Exercise brief –
Starting from the first line below, count every line holding the word "Wongsoredjostraat", then state the total alone.

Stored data

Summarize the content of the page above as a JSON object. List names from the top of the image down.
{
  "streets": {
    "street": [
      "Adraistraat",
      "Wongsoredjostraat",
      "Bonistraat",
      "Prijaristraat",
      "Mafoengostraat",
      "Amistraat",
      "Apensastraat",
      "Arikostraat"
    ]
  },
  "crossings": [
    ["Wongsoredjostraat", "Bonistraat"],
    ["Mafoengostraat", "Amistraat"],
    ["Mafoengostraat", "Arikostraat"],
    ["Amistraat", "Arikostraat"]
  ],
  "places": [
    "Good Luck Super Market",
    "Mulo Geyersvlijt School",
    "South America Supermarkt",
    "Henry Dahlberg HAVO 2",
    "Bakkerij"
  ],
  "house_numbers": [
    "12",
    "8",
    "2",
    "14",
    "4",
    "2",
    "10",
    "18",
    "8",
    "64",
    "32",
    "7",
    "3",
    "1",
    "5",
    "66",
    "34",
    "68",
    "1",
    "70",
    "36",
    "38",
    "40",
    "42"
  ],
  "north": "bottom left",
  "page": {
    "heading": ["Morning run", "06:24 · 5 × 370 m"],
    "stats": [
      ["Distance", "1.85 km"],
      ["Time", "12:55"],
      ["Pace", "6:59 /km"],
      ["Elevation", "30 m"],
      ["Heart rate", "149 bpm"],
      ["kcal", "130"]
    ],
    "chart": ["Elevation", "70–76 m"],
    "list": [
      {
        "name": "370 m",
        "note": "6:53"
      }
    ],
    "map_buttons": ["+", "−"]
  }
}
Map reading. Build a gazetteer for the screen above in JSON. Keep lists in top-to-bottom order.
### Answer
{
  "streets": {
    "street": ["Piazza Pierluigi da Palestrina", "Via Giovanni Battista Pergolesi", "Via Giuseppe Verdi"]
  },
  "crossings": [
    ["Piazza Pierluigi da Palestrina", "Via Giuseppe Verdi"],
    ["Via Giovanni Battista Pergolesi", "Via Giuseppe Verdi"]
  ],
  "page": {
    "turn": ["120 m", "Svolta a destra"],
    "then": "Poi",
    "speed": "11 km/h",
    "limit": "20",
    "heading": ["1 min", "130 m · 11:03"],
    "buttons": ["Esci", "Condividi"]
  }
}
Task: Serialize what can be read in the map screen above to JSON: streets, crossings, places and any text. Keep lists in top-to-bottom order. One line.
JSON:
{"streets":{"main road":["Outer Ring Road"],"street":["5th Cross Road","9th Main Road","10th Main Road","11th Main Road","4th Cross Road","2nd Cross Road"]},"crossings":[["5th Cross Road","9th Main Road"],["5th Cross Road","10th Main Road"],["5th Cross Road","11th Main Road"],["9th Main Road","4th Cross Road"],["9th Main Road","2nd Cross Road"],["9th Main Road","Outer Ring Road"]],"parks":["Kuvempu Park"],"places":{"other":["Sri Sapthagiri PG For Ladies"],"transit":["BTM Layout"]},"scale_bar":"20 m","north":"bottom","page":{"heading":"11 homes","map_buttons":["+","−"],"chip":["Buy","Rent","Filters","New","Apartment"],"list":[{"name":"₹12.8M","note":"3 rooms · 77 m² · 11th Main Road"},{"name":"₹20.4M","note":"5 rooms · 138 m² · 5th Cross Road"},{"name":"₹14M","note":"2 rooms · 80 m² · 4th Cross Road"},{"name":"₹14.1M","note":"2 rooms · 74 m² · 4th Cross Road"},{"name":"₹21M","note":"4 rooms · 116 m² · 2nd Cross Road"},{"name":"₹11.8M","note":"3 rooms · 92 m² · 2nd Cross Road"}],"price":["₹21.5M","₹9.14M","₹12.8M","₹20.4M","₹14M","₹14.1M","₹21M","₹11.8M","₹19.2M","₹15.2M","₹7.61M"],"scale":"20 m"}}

Your solution –
2